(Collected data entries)
_ _ _ _

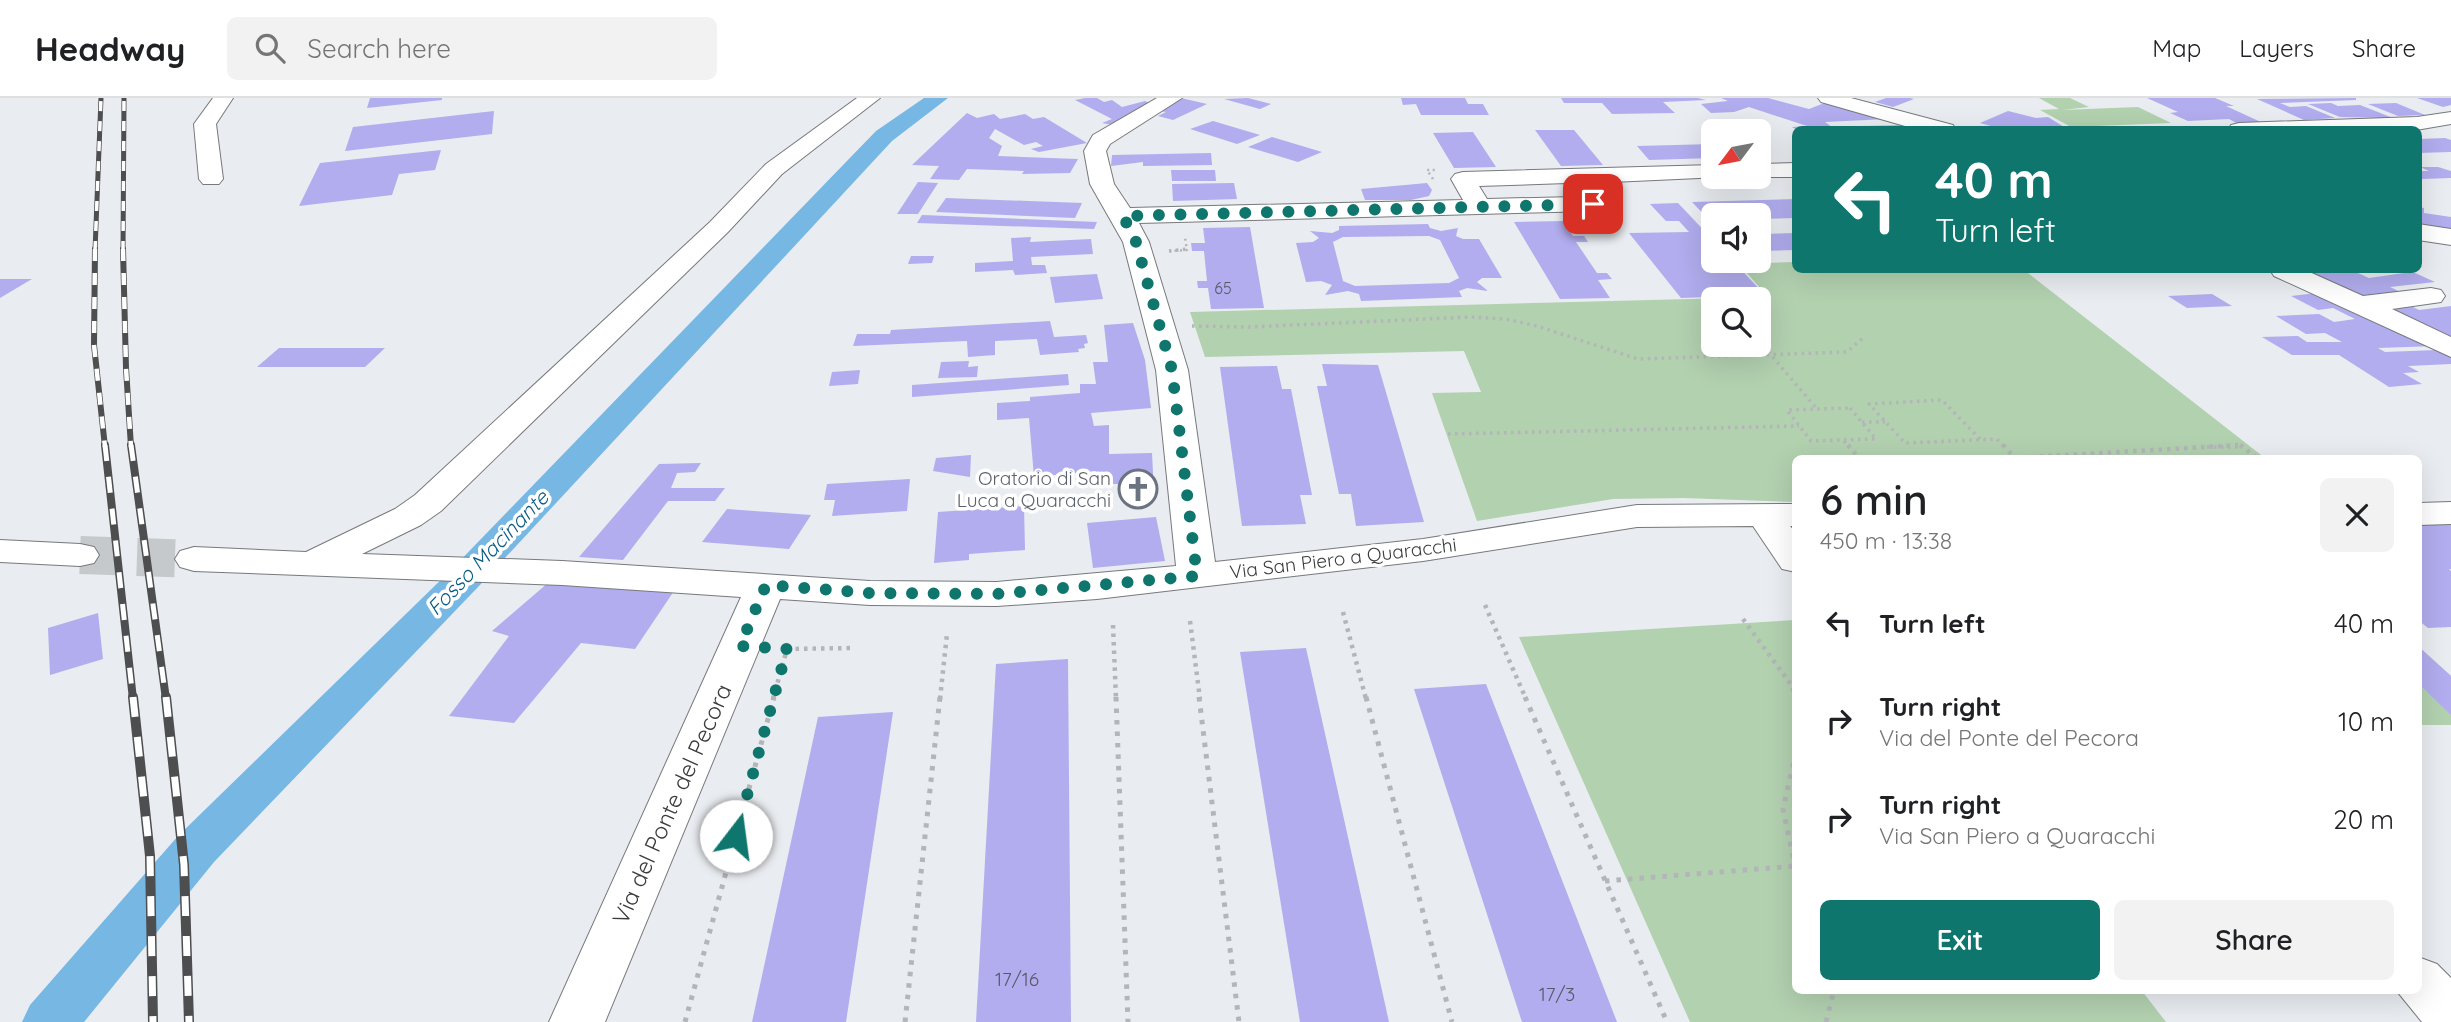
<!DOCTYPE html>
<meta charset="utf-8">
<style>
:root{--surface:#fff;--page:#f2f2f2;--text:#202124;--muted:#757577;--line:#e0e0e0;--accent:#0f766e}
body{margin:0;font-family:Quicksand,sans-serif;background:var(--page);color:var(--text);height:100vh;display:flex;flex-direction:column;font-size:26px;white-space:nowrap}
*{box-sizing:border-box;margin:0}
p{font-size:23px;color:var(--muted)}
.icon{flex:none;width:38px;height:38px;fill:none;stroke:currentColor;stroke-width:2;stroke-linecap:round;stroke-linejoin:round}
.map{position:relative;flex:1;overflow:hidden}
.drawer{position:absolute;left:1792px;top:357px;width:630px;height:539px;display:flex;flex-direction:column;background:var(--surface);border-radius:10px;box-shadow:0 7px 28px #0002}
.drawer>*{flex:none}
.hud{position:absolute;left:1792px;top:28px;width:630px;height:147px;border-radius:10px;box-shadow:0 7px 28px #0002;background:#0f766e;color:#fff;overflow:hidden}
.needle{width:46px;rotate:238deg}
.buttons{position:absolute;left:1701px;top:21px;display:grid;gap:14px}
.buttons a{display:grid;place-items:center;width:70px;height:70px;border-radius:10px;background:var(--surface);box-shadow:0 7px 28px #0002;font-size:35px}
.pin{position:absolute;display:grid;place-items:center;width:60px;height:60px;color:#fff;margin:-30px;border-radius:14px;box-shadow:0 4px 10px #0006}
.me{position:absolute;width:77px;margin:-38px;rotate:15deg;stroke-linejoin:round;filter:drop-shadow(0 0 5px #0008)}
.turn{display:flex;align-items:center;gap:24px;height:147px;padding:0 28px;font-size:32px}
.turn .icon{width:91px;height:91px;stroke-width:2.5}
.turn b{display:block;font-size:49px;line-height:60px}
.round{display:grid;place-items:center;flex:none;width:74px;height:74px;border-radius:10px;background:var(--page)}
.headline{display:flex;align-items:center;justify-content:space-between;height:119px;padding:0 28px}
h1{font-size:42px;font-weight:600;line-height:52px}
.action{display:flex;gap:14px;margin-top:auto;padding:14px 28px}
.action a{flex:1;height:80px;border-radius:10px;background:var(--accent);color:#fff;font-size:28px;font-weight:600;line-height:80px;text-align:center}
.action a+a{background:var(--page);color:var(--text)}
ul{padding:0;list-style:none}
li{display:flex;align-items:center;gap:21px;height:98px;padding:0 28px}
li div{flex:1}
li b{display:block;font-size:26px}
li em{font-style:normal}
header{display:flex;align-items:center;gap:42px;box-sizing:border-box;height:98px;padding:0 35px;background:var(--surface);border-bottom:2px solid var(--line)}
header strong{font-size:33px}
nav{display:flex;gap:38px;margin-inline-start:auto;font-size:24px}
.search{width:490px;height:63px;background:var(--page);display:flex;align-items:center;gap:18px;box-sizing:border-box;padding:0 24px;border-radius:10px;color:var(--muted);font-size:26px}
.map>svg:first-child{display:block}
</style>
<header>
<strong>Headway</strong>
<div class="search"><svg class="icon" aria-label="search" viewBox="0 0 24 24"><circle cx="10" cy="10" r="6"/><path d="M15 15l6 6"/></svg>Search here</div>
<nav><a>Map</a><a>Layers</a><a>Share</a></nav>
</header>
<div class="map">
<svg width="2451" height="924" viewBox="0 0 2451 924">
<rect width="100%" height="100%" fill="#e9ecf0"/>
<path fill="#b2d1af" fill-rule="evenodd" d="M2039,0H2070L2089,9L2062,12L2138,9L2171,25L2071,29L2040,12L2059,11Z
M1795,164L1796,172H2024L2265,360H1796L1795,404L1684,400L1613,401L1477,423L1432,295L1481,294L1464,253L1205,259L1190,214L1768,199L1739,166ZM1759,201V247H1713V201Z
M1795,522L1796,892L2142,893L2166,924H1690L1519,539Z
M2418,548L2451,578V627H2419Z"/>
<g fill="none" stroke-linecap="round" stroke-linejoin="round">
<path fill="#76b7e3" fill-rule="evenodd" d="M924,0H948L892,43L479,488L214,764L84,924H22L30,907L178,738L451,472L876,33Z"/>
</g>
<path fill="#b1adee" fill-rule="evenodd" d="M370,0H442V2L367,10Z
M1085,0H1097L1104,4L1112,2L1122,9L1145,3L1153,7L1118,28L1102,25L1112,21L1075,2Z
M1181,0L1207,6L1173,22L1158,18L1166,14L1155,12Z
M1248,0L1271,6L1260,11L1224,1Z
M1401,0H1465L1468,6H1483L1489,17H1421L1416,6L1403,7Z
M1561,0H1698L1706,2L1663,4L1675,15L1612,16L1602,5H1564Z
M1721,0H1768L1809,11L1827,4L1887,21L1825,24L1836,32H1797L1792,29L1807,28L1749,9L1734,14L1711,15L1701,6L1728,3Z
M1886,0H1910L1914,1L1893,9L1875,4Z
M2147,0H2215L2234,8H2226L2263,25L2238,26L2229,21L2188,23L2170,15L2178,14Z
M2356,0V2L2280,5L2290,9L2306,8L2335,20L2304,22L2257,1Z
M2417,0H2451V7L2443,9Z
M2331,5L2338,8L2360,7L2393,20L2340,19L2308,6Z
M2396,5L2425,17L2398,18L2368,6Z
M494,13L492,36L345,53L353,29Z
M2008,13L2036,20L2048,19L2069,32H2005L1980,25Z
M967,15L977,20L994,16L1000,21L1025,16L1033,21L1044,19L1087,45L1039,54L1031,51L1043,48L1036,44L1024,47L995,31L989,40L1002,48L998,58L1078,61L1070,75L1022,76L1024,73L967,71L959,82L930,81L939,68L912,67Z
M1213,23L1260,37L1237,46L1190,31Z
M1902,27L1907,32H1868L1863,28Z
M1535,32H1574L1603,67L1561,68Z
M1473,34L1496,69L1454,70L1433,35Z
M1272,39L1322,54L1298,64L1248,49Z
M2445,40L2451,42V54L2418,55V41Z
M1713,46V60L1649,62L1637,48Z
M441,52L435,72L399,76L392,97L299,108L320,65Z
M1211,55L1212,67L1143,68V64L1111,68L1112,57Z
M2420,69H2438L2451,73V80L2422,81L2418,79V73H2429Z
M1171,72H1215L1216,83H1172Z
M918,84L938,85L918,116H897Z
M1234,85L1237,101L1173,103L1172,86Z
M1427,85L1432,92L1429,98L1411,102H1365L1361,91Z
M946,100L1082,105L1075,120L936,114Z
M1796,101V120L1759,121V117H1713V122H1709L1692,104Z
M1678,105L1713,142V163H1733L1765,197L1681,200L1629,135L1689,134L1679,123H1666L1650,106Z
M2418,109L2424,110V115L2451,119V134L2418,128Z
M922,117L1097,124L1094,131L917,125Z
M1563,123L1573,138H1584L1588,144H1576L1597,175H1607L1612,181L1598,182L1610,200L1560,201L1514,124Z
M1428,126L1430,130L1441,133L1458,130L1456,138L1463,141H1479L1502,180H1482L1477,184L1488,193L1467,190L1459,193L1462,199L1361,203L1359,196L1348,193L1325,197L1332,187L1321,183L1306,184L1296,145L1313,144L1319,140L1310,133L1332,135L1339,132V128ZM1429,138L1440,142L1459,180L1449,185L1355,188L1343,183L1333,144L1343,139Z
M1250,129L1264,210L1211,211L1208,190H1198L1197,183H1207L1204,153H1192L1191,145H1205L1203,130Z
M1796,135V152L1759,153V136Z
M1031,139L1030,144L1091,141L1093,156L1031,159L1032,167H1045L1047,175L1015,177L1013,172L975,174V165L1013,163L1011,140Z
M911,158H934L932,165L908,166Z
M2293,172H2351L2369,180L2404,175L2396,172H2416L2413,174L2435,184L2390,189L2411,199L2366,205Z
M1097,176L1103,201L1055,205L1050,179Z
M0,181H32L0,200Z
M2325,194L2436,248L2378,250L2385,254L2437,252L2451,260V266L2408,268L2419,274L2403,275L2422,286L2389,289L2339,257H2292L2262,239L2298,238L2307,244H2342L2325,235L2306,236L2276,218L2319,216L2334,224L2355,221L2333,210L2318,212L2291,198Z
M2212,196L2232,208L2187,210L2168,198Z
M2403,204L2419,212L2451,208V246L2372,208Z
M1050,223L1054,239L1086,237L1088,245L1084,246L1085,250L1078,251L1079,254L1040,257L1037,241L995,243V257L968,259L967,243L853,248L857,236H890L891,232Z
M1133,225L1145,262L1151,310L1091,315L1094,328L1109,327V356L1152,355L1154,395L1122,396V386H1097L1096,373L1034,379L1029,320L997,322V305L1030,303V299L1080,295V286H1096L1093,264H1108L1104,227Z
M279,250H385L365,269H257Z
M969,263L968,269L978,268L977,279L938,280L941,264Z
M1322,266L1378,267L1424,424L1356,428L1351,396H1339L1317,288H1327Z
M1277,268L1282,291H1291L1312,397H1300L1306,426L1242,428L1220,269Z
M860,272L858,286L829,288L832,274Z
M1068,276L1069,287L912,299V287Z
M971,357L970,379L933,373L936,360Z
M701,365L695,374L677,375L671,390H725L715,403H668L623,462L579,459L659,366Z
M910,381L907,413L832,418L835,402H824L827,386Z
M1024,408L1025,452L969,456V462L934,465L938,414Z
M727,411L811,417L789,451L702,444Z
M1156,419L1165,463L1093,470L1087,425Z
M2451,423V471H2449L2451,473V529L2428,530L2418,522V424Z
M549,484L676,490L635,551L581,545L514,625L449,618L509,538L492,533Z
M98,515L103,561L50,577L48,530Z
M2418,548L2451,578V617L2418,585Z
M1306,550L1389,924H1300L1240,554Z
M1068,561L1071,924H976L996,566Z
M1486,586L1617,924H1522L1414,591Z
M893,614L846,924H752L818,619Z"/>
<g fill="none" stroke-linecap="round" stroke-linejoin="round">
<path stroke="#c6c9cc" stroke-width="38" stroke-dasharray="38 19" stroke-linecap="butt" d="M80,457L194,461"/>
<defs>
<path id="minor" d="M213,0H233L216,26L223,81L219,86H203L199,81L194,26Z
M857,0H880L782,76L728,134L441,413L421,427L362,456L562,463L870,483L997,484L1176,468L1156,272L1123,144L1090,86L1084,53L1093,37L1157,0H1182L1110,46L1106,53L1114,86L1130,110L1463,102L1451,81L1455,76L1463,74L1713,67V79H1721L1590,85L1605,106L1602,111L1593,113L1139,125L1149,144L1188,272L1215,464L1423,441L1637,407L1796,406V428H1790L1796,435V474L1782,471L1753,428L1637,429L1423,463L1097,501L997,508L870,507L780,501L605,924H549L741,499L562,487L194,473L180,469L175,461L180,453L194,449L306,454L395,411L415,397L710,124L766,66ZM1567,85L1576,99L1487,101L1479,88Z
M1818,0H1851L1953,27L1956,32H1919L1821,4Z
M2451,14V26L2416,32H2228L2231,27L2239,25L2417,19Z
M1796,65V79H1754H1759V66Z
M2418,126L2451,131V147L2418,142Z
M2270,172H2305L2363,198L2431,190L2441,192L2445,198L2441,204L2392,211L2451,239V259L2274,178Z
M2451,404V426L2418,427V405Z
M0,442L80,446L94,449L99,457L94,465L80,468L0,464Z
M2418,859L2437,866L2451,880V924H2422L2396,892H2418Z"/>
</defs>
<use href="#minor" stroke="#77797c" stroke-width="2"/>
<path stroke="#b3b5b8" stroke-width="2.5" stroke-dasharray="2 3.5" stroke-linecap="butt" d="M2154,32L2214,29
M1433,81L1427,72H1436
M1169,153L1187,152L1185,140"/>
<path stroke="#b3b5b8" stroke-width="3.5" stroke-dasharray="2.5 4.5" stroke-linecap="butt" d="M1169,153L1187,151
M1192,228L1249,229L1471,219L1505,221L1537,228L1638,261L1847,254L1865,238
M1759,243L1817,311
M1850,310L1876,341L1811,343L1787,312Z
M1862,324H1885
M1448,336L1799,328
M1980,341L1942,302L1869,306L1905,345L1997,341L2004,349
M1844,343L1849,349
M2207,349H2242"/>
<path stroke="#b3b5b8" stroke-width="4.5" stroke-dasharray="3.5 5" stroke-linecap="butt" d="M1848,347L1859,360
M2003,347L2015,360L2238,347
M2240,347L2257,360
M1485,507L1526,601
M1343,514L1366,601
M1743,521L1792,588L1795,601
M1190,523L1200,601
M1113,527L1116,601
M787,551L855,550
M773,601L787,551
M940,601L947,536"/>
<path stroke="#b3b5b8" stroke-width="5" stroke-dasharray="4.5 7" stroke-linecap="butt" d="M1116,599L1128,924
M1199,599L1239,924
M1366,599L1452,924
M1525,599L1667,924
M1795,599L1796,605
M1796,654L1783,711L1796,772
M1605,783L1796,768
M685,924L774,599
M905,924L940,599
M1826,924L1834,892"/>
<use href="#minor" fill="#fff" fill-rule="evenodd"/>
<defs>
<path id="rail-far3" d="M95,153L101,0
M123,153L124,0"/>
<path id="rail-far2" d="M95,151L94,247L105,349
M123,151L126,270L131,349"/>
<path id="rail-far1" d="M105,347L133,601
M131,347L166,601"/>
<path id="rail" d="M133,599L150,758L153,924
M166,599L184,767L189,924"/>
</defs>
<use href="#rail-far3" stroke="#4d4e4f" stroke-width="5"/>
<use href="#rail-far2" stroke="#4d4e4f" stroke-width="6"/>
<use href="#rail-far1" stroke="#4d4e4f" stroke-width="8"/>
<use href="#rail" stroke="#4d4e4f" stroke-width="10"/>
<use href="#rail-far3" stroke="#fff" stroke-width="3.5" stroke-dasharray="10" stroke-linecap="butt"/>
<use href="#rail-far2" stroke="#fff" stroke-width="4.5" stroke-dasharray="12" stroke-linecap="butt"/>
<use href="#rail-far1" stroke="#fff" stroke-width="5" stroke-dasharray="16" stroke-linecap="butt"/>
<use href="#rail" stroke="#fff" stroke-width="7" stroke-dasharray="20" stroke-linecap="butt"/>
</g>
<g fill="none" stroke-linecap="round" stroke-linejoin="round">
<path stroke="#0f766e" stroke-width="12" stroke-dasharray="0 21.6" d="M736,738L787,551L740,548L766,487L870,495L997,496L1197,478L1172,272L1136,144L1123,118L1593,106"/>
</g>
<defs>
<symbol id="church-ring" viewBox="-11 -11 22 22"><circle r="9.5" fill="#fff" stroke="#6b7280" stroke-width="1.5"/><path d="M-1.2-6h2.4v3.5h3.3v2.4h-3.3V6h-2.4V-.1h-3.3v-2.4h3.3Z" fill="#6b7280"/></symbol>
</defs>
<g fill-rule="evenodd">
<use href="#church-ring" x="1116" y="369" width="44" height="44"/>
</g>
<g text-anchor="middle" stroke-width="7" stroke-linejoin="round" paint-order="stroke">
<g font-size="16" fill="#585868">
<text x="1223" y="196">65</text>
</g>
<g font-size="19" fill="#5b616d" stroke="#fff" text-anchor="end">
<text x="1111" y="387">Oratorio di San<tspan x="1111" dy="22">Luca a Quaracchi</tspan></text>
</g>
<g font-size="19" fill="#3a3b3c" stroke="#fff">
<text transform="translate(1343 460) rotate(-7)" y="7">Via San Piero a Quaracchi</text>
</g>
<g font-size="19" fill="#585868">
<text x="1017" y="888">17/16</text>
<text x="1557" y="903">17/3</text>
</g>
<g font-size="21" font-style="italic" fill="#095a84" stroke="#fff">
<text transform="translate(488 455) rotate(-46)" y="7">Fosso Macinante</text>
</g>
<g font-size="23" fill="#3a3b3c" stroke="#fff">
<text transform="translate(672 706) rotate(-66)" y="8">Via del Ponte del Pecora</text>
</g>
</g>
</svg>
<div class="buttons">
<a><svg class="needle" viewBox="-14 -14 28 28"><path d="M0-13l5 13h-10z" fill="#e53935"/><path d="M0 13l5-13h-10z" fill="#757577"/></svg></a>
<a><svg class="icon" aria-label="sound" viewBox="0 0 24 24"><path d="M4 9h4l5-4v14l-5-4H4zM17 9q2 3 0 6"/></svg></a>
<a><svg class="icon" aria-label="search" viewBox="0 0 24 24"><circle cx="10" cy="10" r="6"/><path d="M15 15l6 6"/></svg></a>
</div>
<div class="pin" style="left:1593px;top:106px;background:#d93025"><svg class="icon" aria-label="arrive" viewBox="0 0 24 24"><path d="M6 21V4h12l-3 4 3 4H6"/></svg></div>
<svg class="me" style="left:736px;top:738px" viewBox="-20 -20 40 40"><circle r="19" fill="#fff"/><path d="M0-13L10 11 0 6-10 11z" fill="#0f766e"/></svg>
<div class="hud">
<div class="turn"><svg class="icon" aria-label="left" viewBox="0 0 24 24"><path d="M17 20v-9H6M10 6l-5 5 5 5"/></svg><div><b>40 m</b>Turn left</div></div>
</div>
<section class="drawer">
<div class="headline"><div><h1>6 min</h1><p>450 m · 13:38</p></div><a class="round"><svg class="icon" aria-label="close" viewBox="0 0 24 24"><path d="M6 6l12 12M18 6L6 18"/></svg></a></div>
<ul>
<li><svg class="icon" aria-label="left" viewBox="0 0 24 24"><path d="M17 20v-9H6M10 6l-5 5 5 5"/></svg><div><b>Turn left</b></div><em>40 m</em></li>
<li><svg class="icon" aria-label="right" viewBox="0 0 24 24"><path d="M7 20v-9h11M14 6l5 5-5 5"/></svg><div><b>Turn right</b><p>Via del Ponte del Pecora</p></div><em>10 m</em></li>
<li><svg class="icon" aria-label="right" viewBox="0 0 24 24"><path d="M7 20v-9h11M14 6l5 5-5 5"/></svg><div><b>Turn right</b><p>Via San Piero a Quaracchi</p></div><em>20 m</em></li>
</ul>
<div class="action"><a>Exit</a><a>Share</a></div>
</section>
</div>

_ _ _ _

WHAT THIS TASK INVOLVES: Go through the data and copy every line that includes "Pecora".

RESPONSE AREA:
<text transform="translate(672 706) rotate(-66)" y="8">Via del Ponte del Pecora</text>
<li><svg class="icon" aria-label="right" viewBox="0 0 24 24"><path d="M7 20v-9h11M14 6l5 5-5 5"/></svg><div><b>Turn right</b><p>Via del Ponte del Pecora</p></div><em>10 m</em></li>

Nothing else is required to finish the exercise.